Page MenuHomePhabricator

wmde-toolkit-analyzer-build.service fails on stat1007
Open, Needs TriagePublic

Description

Mar 28 12:00:00 stat1007 java[21649]: Error: Invalid or corrupt jarfile /srv/analytics-wmde/graphite/src/toolkit-analyzer-build/toolkit-analyzer.jar

Event Timeline

I have re-created the repo via puppet, initialized git lfs and checked out the jar, since for some reason there was only the git lfs placeholder.

Now I get this:

elukey@stat1007:~$ sudo journalctl -u wmde-toolkit-analyzer-build.service -f
-- Logs begin at Thu 2021-03-18 06:48:51 UTC. --
Mar 30 09:29:17 stat1007 java[3403]: * Target storage directory : data/                                         *
Mar 30 09:29:17 stat1007 java[3403]: * Downloaded dump locations: data/dumpfiles/json-<DATE>/<DATE>-all.json.gz *
Mar 30 09:29:17 stat1007 java[3403]: * Processor output location: data/<DATE>/                                  *
Mar 30 09:29:17 stat1007 java[3403]: ****************************************************************************
Mar 30 09:29:18 stat1007 java[3403]: Targeting latest dump: 20210324
Mar 30 09:29:18 stat1007 java[3403]: Using data directory: /srv/analytics-wmde/graphite/data
Mar 30 09:29:18 stat1007 java[3403]: MetricProcessor enabled
Mar 30 09:29:18 stat1007 java[3403]: SLF4J: Failed to load class "org.slf4j.impl.StaticLoggerBinder".
Mar 30 09:29:18 stat1007 java[3403]: SLF4J: Defaulting to no-operation (NOP) logger implementation
Mar 30 09:29:18 stat1007 java[3403]: SLF4J: See http://www.slf4j.org/codes.html#StaticLoggerBinder for further details.
Mar 30 09:29:19 stat1007 java[3403]: Fetching dump
Mar 30 09:29:19 stat1007 java[3403]: Getting dump with date 20210324
Mar 30 09:29:19 stat1007 java[3403]: Looking for dump files in: /srv/analytics-wmde/graphite/data/dumpfiles/json-20210324/
Mar 30 09:29:19 stat1007 java[3403]: Using dump file from: /srv/analytics-wmde/graphite/data/dumpfiles/json-20210324/20210324.json.gz
Mar 30 09:29:19 stat1007 java[3403]: Processing dump
Mar 30 09:29:19 stat1007 java[3403]: Processed!
Mar 30 09:29:19 stat1007 java[3403]: Memory Usage (MB): 960
Mar 30 09:29:19 stat1007 java[3403]: Exception in thread "main" java.lang.NullPointerException
Mar 30 09:29:19 stat1007 java[3403]:         at org.wikidata.analyzer.Processor.MetricProcessor.doPostProcessing(MetricProcessor.java:37)
Mar 30 09:29:19 stat1007 java[3403]:         at org.wikidata.analyzer.WikidataAnalyzer.scan(WikidataAnalyzer.java:207)
Mar 30 09:29:19 stat1007 java[3403]:         at org.wikidata.analyzer.WikidataAnalyzer.run(WikidataAnalyzer.java:145)
Mar 30 09:29:19 stat1007 java[3403]:         at org.wikidata.analyzer.WikidataAnalyzer.init(WikidataAnalyzer.java:76)
Mar 30 09:29:19 stat1007 java[3403]:         at org.wikidata.analyzer.WikidataAnalyzer.main(WikidataAnalyzer.java:38)
Mar 30 09:29:19 stat1007 systemd[1]: wmde-toolkit-analyzer-build.service: Main process exited, code=exited, status=1/FAILURE
Mar 30 09:29:19 stat1007 systemd[1]: wmde-toolkit-analyzer-build.service: Failed with result 'exit-code'.

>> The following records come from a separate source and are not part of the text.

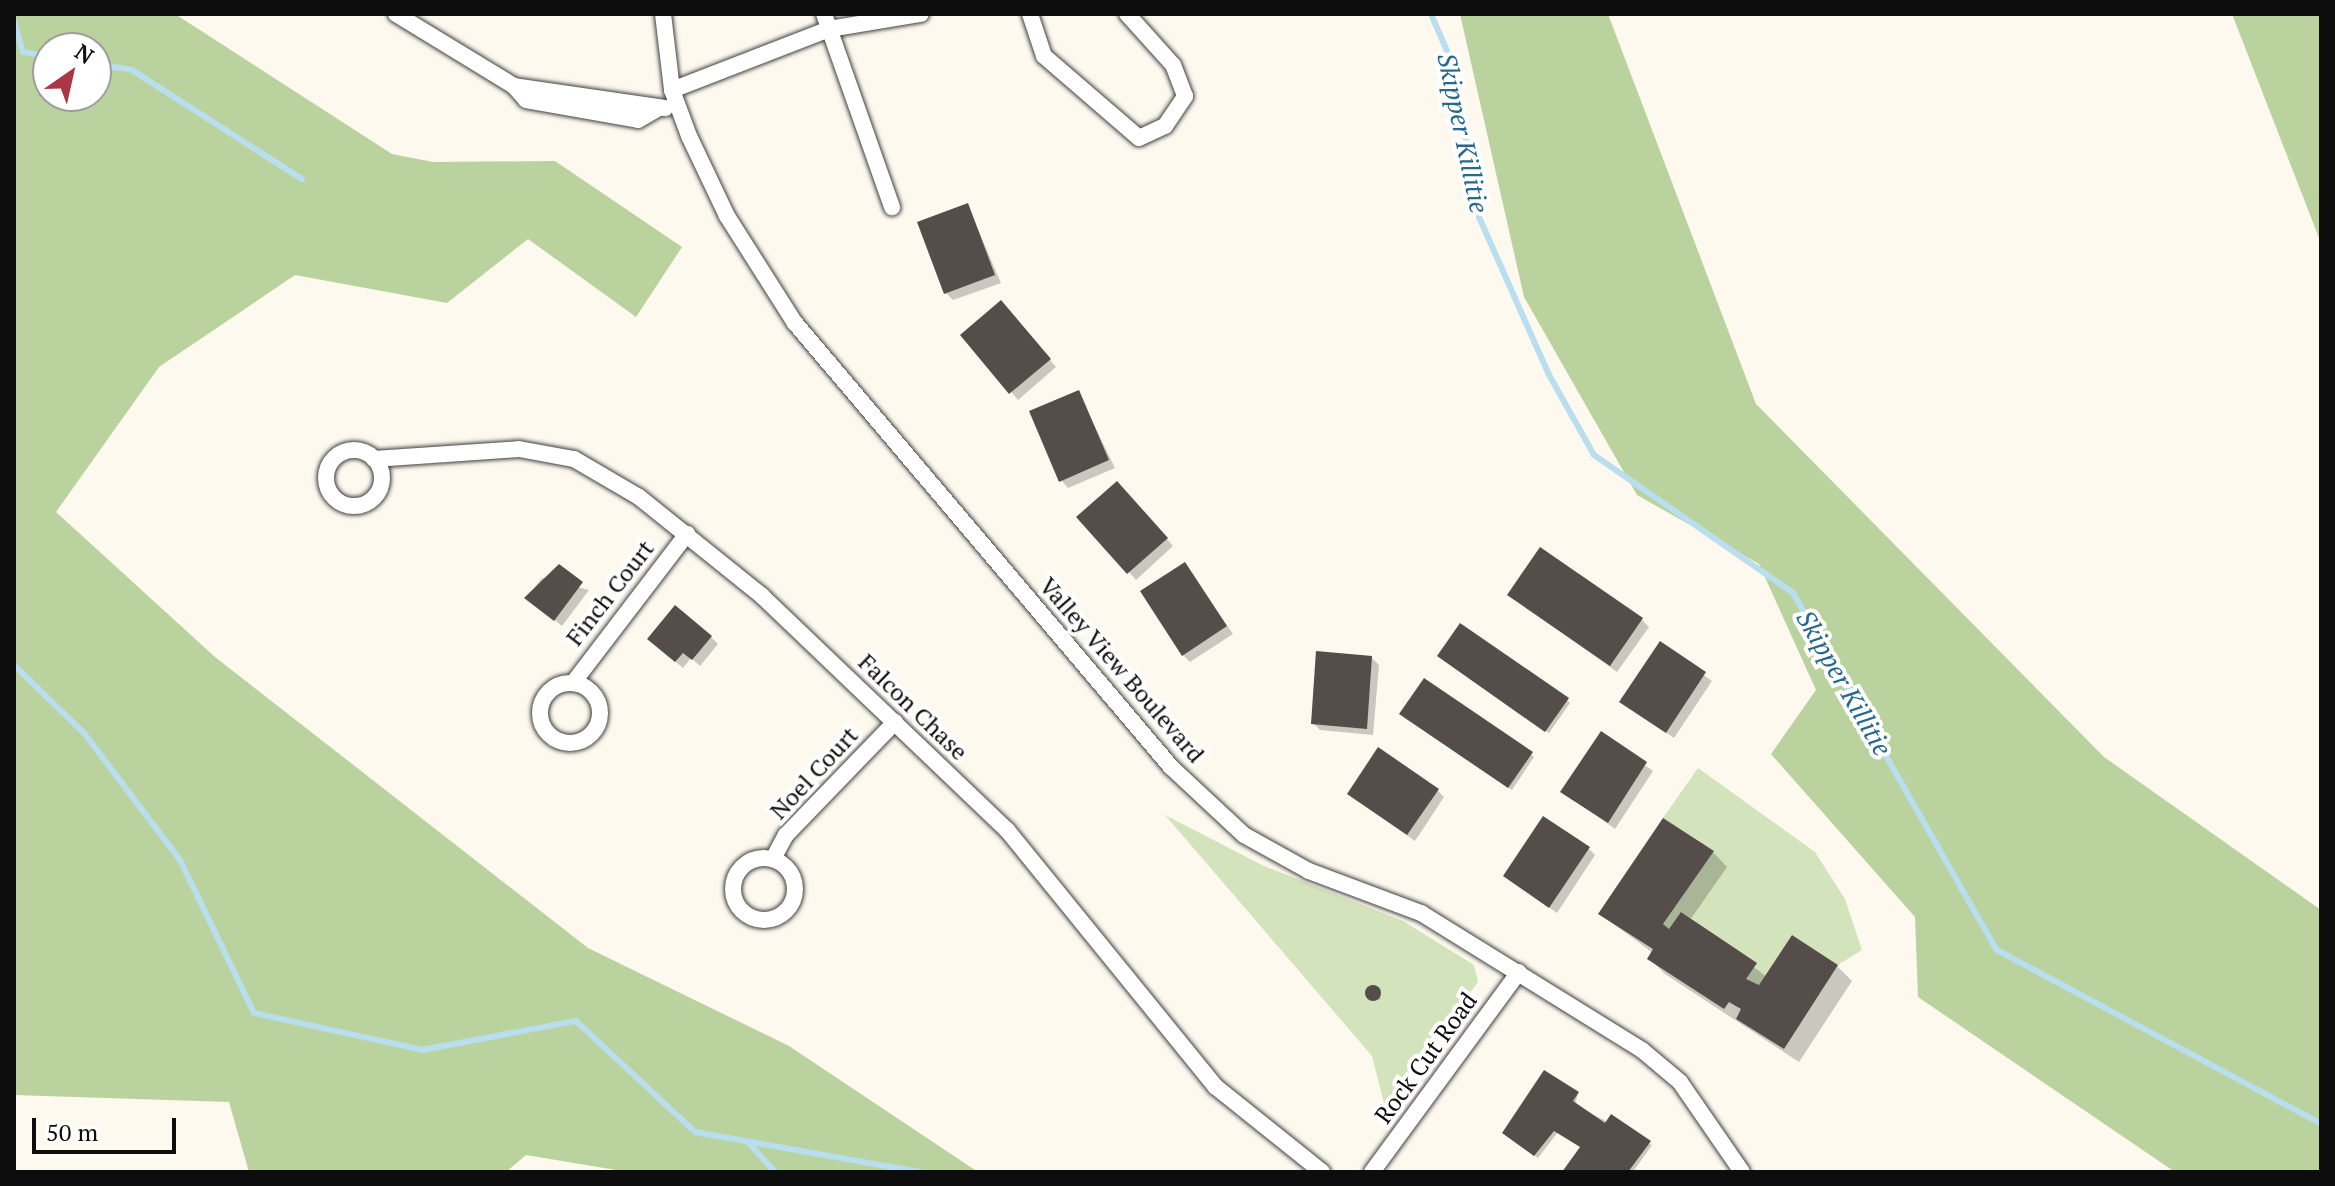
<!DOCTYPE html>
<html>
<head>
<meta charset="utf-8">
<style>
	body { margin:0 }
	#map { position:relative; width:2335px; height:1186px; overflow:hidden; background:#fdf9ee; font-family:"PT Serif",serif }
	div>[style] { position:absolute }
	.green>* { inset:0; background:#d3e3bc }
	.forest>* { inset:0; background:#b9d29e }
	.shadow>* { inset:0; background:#0003 }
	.stream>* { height:6px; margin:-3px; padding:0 3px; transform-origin:3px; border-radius:3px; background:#b9deee }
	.building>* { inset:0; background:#544d4a }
	.round { border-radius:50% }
	.roads { filter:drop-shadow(0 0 2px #404040) drop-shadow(0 0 2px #404040) }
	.street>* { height:16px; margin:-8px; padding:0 8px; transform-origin:8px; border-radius:8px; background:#fff }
	.street>.ring { margin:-8px; padding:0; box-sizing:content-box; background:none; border:16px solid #fff; border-radius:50% }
	span { translate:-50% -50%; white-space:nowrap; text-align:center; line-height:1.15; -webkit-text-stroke:8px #fff; paint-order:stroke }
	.street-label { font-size:24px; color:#0d0d0d }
	.water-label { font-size:26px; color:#26698e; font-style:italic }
	.frame { position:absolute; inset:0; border:16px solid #0d0d0d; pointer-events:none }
	.north { position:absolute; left:32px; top:32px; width:80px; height:80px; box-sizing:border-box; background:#fff; border:2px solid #9e9e9e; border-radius:50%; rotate:34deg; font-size:22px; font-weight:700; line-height:32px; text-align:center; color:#0d0d0d }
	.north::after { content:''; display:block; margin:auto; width:28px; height:36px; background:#ab3645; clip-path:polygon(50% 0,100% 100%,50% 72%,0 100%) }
	.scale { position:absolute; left:32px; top:1118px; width:144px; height:36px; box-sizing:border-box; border:4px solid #0d0d0d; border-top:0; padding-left:10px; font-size:24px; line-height:28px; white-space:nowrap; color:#0d0d0d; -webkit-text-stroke:6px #fff; paint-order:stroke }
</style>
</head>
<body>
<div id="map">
	<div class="green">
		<div style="clip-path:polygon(1698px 768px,1815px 852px,1845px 899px,1862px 950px,1838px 965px,1792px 935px,1759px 985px,1746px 979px,1756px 963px,1682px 912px,1669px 929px,1663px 924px,1714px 851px,1663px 818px)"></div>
		<div style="clip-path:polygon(1165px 815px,1264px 866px,1403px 921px,1474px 965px,1478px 982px,1385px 1107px,1372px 1056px)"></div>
	</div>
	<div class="forest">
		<div style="clip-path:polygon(evenodd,14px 14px,175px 14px,392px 154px,433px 162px,555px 161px,682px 247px,636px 317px,528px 239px,447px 303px,295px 275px,159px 367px,56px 512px,215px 657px,588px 948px,789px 1046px,978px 1172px,628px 1172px,526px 1155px,506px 1172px,249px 1172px,229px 1102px,14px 1095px,14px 14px,48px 48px,96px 48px,96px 96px,48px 96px,48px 48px)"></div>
		<div style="clip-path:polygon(1460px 14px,1608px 14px,1756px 404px,2104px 757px,2321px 910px,2321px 1172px,2175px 1172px,1918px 997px,1915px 917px,1771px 754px,1816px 690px,1759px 564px,1637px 495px,1524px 297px)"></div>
		<div style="clip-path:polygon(2232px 14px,2321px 14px,2321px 243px)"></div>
	</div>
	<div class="shadow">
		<div style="clip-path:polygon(968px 206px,1001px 283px,953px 300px,946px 293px)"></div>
		<div style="clip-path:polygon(1008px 310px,1056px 367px,1018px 400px,963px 335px)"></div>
		<div style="clip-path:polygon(1078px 392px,1115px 468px,1068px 488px,1061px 480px)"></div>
		<div style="clip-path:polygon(1124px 490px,1173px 546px,1136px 580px,1079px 517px)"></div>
		<div style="clip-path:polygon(1184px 564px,1233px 634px,1190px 662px,1183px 655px)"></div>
		<div style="clip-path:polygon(542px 578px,589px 590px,562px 626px,527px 598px)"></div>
		<div style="clip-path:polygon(1509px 595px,1642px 620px,1649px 627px,1617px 672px)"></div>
		<div style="clip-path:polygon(711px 637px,718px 644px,700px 666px,691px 658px,683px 668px,657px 646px)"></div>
		<div style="clip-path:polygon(1660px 644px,1712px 681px,1674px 738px,1629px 708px)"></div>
		<div style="clip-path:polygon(1372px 658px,1379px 665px,1373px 735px,1320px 730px,1313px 723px)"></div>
		<div style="clip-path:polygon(1443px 658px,1567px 700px,1570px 703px,1549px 733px)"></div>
		<div style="clip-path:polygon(1405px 717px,1531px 754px,1534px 757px,1512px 790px)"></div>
		<div style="clip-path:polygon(1601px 734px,1653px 771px,1615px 829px,1563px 792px)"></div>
		<div style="clip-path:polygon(1437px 790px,1444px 797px,1415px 841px,1349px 794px)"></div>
		<div style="clip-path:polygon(1588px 848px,1595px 855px,1557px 913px,1505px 876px)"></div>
		<div style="clip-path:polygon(1713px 852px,1727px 867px,1690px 920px,1767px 977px,1837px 966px,1852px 981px,1799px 1062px,1665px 974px,1650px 959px,1653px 953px,1600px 914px)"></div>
		<div style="clip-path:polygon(1376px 988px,1381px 999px,1373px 1001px,1368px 991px)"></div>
		<div style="clip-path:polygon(1578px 1093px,1575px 1105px,1652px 1145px,1633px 1172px,1565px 1172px,1582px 1147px,1558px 1132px,1538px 1158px,1507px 1136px)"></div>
	</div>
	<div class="stream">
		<div style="left:1431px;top:14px;width:58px;rotate:66.5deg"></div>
		<div style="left:1454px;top:67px;width:152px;rotate:80.5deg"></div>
		<div style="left:1479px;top:217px;width:171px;rotate:66.1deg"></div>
		<div style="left:1548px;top:373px;width:94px;rotate:60.7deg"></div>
		<div style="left:1594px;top:455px;width:242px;rotate:34.7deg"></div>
		<div style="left:1793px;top:593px;width:411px;rotate:60.3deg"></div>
		<div style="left:1997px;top:950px;width:368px;rotate:28.2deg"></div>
		<div style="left:14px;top:21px;width:32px;rotate:74deg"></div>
		<div style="left:23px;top:52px;width:25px;rotate:9deg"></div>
		<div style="left:96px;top:64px;width:36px;rotate:9deg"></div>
		<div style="left:132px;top:70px;width:202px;rotate:32.7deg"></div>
		<div style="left:14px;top:665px;width:98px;rotate:44.2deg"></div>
		<div style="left:84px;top:733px;width:159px;rotate:52.9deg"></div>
		<div style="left:180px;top:860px;width:170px;rotate:64.2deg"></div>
		<div style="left:254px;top:1013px;width:172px;rotate:12.4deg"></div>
		<div style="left:422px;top:1050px;width:157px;rotate:-10.7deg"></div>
		<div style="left:576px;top:1021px;width:163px;rotate:43deg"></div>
		<div style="left:695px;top:1132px;width:228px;rotate:10.1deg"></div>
		<div style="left:748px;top:1142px;width:40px;rotate:48deg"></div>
	</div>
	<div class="building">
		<div style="clip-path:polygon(968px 203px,995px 275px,944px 294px,917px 222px)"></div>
		<div style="clip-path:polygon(1001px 300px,1051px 359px,1009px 394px,960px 335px)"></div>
		<div style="clip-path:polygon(1079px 390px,1109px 460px,1059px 482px,1029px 411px)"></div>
		<div style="clip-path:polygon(1117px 481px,1168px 538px,1127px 574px,1076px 517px)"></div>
		<div style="clip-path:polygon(1540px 547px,1643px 618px,1610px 666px,1507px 595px)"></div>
		<div style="clip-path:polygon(1185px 562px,1227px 626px,1182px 656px,1140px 591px)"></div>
		<div style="clip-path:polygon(559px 564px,583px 582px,554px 621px,524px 598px)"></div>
		<div style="clip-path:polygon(675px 605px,712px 636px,692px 660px,683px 653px,675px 662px,647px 639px)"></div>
		<div style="clip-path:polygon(1460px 623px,1569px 698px,1545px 732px,1437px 656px)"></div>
		<div style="clip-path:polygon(1660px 641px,1706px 672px,1666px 733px,1619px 702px)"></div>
		<div style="clip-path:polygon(1316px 651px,1372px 656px,1367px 729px,1311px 724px)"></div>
		<div style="clip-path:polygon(1424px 678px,1533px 752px,1508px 788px,1399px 714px)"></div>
		<div style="clip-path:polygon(1601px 731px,1647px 762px,1608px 823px,1560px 792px)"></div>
		<div style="clip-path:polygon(1378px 747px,1439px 789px,1407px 835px,1347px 794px)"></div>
		<div style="clip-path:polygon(1543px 816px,1590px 847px,1549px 908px,1503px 876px)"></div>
		<div style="clip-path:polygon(1663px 818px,1714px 851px,1663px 924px,1669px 929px,1681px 912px,1757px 963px,1746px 979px,1759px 985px,1792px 935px,1838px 965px,1784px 1049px,1736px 1019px,1741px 1009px,1729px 1002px,1724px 1009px,1647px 959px,1653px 949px,1598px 914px)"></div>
		<div class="round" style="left:1365px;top:985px;width:16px;height:16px"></div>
		<div style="clip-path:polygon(1544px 1070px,1579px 1092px,1573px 1101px,1605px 1123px,1611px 1114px,1651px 1141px,1628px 1172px,1562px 1172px,1580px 1147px,1554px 1131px,1534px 1156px,1502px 1133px)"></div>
	</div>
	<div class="roads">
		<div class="street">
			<div style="left:396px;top:14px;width:138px;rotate:31.4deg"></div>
			<div style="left:514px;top:86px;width:18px;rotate:49deg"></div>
			<div style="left:526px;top:100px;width:114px;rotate:10.1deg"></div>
			<div style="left:638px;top:120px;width:24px;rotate:-30deg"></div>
			<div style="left:663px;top:14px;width:77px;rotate:83.2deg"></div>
			<div style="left:672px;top:90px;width:49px;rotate:69.7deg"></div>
			<div style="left:689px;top:136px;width:89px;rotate:64.6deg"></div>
			<div style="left:727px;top:216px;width:127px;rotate:57.6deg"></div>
			<div style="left:795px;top:323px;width:582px;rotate:49.74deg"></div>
			<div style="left:1171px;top:767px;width:100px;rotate:43deg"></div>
			<div style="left:1244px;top:835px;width:74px;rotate:29deg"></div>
			<div style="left:1309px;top:871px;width:120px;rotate:20.6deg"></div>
			<div style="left:1421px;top:913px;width:260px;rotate:31.8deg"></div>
			<div style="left:1642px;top:1050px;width:50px;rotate:40.1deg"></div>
			<div style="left:1680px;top:1082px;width:109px;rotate:55.4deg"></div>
			<div style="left:824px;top:14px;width:205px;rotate:70.6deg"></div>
			<div style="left:1030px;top:14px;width:44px;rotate:71.6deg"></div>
			<div style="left:1044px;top:56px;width:125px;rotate:40.8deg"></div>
			<div style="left:1139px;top:138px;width:29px;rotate:-25deg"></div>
			<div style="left:1165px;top:126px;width:36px;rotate:-56deg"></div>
			<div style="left:1185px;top:96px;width:33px;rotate:-111deg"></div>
			<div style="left:1173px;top:65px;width:69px;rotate:-132deg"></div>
			<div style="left:514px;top:86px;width:153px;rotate:8.3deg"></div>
			<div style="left:672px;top:90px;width:168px;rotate:-21.2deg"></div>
			<div style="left:829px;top:29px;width:93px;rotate:-9.3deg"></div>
			<div class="ring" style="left:326px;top:450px;width:40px;height:40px"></div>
			<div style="left:374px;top:459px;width:145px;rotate:-3.9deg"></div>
			<div style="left:519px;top:449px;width:56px;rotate:10.3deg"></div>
			<div style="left:574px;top:459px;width:75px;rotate:30.3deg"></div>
			<div style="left:639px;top:497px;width:158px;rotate:38.8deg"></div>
			<div style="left:762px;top:596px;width:339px;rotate:43.7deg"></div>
			<div style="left:1007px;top:830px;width:331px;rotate:50.9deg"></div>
			<div style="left:1216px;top:1087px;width:136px;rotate:38.7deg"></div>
			<div class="ring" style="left:540px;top:683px;width:44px;height:44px"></div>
			<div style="left:573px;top:683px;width:188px;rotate:-52.6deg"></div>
			<div class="ring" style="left:733px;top:858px;width:46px;height:46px"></div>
			<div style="left:773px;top:859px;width:27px;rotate:-62deg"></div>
			<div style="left:786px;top:835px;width:157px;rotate:-46deg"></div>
			<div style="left:1372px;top:1172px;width:248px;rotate:-53.7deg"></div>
		</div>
	</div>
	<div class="street-label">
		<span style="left:610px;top:593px;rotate:-52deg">Finch Court</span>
		<span style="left:1122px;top:670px;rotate:49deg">Valley View Boulevard</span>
		<span style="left:913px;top:707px;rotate:44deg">Falcon Chase</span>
		<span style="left:814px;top:773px;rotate:-47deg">Noel Court</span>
		<span style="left:1426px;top:1058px;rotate:-54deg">Rock Cut Road</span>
	</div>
	<div class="water-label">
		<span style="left:1463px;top:133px;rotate:78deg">Skipper Killitie</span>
		<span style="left:1844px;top:683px;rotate:60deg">Skipper Killitie</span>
	</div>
	<div class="frame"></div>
	<div class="north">N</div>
	<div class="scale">50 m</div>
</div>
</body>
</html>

Used jdb to get more info:

main[1] print this.counters
 this.counters = "{property.statements.avg=0.0, item.statements.avg=0.0}"

The code is https://github.com/wikimedia/analytics-wmde-toolkit-analyzer/blob/master/analyzer/src/main/java/org/wikidata/analyzer/Processor/MetricProcessor.java#L37, so I guess that for some reason item.* is not incremented at all?

Change 677087 had a related patch set uploaded (by Elukey; author: Elukey):

[operations/puppet@production] statistics::wmde::graphite: disable wmde-toolkit-analyzer-build timer

https://gerrit.wikimedia.org/r/677087

Change 677087 merged by Elukey:

[operations/puppet@production] statistics::wmde::graphite: disable wmde-toolkit-analyzer-build timer

https://gerrit.wikimedia.org/r/677087

I have removed the systemd timer for the time being, it was constantly failing and causing alerts.